141. Flint in the Bones, Eva St John
Time travel, in its more recent guise of bringing people from the olden days into now. Norwich has been rendered unstable by magic and quakes bring people and plagues from the past into modern time, resulting in mass death and a wide variety of wardrobe choices. No literary pretensions and would be good fun to read on a trip to Norwich. Nothing special but I'll potentially look out for future books in the series.

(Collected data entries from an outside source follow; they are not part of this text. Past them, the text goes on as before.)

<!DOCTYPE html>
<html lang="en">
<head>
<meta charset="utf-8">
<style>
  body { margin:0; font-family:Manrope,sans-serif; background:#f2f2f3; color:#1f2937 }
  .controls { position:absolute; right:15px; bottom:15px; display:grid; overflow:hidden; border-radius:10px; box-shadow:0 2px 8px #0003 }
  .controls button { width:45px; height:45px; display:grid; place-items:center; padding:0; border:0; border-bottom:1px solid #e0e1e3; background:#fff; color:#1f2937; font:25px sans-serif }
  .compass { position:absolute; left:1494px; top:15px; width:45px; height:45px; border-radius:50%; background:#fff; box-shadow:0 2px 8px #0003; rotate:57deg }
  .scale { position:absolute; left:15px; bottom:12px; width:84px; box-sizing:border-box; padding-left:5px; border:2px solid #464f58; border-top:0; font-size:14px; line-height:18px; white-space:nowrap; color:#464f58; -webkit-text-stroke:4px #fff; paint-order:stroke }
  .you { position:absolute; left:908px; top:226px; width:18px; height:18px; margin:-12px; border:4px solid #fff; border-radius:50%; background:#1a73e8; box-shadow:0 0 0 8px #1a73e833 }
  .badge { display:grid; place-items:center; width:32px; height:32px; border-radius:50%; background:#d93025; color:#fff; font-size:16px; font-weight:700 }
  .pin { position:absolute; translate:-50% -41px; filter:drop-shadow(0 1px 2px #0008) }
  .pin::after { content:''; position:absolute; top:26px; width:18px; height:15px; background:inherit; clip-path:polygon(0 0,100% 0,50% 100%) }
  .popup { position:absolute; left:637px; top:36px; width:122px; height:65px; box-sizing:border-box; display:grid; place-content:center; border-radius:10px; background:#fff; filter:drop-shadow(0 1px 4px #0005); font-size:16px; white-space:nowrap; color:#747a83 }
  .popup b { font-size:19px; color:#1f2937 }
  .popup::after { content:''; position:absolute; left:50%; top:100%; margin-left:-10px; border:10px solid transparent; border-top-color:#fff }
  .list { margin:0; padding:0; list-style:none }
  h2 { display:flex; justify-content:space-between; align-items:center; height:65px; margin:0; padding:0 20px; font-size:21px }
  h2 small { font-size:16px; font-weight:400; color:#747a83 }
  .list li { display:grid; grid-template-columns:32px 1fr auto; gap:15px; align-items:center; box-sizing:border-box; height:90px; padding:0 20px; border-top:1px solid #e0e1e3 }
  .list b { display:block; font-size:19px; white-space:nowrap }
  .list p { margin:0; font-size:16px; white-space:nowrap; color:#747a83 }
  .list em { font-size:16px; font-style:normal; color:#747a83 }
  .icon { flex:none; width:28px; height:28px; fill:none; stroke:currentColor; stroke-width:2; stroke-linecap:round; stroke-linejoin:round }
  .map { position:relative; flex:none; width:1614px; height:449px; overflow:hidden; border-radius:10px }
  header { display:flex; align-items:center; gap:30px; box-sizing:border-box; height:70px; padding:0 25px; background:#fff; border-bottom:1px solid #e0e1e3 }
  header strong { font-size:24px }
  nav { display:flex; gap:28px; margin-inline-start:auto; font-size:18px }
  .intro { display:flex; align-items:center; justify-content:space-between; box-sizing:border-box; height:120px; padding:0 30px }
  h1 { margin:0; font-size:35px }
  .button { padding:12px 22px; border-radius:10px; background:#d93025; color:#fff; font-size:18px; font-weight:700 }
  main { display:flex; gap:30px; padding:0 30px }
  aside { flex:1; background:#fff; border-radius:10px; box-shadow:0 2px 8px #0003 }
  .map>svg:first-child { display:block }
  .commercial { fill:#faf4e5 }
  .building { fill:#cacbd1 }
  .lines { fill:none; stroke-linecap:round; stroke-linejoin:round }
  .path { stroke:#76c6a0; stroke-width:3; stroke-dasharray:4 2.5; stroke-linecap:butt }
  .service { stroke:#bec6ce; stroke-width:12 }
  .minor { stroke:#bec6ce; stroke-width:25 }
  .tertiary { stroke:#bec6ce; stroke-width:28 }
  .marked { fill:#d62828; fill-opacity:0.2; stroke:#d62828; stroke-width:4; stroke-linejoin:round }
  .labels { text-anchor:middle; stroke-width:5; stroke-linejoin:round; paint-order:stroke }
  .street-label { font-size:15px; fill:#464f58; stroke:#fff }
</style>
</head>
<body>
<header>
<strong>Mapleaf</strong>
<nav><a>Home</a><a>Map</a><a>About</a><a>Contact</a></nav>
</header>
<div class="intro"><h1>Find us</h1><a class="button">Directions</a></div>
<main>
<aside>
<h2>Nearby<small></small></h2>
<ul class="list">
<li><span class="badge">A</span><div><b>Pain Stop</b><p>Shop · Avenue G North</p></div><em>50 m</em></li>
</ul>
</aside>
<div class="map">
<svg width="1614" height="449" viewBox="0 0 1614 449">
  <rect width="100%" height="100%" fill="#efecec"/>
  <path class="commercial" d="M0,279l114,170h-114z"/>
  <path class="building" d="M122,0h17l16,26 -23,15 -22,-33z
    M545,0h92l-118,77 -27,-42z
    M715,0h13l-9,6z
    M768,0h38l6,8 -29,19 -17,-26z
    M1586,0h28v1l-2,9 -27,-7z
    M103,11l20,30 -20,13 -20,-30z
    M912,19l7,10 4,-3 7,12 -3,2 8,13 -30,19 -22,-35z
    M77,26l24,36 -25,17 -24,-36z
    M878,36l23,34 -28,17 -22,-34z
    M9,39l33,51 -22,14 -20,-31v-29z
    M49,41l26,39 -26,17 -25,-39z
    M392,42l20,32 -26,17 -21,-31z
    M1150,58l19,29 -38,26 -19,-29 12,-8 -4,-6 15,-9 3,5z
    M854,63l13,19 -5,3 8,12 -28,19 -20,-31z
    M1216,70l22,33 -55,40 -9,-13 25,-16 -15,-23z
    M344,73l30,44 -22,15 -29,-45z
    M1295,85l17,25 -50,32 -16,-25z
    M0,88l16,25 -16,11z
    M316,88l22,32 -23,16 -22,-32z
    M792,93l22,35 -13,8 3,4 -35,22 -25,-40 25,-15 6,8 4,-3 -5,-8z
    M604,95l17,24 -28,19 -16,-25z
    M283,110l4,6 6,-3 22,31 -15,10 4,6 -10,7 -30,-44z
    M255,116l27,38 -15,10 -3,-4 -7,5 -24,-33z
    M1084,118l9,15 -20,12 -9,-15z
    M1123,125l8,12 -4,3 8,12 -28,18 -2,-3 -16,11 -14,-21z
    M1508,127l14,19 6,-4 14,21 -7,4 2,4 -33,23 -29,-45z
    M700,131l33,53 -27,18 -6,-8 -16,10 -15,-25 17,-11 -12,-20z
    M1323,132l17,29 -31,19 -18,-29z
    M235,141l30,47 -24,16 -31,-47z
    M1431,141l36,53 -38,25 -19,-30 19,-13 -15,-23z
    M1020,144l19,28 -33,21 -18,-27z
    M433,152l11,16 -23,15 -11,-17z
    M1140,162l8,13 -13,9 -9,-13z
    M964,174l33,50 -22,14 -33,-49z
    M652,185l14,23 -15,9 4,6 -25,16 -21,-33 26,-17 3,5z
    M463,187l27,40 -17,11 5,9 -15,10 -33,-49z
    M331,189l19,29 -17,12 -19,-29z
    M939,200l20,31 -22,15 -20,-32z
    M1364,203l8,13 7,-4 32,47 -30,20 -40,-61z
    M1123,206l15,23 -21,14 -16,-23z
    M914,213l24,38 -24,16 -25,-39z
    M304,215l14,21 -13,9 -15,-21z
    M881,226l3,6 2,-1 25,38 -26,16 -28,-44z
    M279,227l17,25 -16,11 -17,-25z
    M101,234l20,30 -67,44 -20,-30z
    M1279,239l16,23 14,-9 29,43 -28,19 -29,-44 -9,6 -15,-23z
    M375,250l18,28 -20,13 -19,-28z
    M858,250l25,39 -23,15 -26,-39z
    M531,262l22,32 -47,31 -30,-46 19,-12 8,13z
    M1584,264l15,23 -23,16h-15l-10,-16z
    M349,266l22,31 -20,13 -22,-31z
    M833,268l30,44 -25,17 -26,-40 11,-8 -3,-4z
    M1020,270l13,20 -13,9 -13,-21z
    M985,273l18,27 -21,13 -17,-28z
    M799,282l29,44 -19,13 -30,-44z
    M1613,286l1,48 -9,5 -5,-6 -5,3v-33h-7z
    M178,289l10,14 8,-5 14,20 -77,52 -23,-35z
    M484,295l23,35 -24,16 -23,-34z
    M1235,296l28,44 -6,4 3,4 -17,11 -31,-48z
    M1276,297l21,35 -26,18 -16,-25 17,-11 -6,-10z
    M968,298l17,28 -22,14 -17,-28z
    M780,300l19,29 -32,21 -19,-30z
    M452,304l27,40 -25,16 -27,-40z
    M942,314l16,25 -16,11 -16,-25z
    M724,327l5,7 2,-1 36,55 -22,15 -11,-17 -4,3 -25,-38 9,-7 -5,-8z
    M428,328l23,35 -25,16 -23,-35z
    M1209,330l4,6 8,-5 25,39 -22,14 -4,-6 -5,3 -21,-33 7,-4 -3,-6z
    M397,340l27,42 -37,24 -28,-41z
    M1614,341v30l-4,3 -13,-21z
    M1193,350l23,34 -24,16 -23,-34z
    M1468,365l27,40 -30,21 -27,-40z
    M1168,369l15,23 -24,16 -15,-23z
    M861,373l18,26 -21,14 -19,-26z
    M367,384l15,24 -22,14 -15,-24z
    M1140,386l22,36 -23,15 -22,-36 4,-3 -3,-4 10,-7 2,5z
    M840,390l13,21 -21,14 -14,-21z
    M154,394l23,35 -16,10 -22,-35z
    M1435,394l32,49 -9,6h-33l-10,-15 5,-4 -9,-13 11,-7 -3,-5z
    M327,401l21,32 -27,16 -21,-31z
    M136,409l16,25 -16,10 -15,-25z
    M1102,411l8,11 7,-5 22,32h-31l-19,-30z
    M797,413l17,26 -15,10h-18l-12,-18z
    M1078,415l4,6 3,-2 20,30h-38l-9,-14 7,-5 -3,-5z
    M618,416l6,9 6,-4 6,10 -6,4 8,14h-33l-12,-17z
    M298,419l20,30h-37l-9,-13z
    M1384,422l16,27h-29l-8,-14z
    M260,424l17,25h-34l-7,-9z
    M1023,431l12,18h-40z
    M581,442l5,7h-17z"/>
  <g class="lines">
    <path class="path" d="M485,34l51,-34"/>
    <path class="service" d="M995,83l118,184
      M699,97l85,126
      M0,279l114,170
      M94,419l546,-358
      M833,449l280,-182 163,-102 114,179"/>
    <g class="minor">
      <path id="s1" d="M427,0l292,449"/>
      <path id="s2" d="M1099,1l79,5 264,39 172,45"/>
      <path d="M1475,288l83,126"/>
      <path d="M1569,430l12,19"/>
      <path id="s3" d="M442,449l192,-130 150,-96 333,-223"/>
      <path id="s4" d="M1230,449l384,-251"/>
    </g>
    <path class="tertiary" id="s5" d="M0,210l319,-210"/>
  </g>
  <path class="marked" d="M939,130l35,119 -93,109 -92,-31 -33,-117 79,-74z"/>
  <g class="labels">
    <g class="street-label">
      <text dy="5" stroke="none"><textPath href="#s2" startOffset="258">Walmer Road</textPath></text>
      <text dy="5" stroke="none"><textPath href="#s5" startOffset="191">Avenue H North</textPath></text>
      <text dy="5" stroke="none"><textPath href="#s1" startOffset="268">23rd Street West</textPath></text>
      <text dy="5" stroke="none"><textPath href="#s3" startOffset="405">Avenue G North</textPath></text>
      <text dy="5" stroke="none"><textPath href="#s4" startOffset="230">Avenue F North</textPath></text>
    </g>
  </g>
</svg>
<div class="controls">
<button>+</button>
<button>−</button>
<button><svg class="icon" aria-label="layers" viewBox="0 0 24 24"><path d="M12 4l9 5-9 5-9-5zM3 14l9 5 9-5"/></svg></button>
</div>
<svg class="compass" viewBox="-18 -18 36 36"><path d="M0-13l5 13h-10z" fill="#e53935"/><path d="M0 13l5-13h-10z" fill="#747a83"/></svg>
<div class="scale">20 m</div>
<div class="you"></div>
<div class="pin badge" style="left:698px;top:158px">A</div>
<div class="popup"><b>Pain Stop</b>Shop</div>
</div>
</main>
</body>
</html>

StrangewaysHereWeCome · 24/11/2025 15:28

whoops - not sure why my earlier post quoted yours @SheilaFentiman ! My mistake

SheilaFentiman · 24/11/2025 15:39

StrangewaysHereWeCome · 24/11/2025 15:28

whoops - not sure why my earlier post quoted yours @SheilaFentiman ! My mistake

No problem!

I thought it might be because “I think my takeaway is that Szalay is a good writer, but not one who writes books I want to read.” was quite similar to my take on my book 😀

RomanMum · 24/11/2025 16:10

60. The Art of a Lie – Laura Shepherd-Robinson

Thanks to Chessie and all here who recommended this. Set in 1749, the main protagonist is Hannah Cole, a widow struggling to run her confectionary shop in London after the brutal murder of her husband. Hannah learns that she will inherit a large sum of money from her husband, which she knew nothing about. When handsome William Devereux, a friend of her late husband, tells her of their involvement in a secret syndicate and of the new Italian treat of ‘iced cream’, Hannah starts to believe the two might be the saving of her livelihood. But what secrets is William himself keeping? Will magistrate Henry Fielding (author of Tom Jones), under government pressure with his plan to establish a new police force, be able to prove that Hannah’s inheritance was illegally obtained, and find Jonas Cole’s murderer?

It took a few chapters to get into, but as the story progressed I was absolutely gripped, with many twists I didn’t see coming and a new take on an age-old crime. Great world-building and a proper ending too. Potentially a bold.

61. That’ll Teach Her – Maz Evans

Cosy (ish) crime. A hated primary school headmistress drops dead at an event in the school hall. When it becomes clear it was as a result of foul play, a parents WhatsApp group forms to try to solve the crime.

This is similar in style to a Janice Hallett whodunnit in that the chapters from the main suspects’ POV are interspersed with various WhatsApp chats and parent newsletters etc. It made me laugh out loud at times remembering the primary school experience. Having said that there are some adult themes so not as cosy as it might appear, and as with many of this genre, you have to suspend disbelief and just go along for the ride. The cultural references are very 2025, therefore a future reader might struggle, but I raced through the story and enjoyed all the characters, particularly Marcia, the School Manager, whose backstory hints at a life as colourful as Nessa from Gavin and Stacey.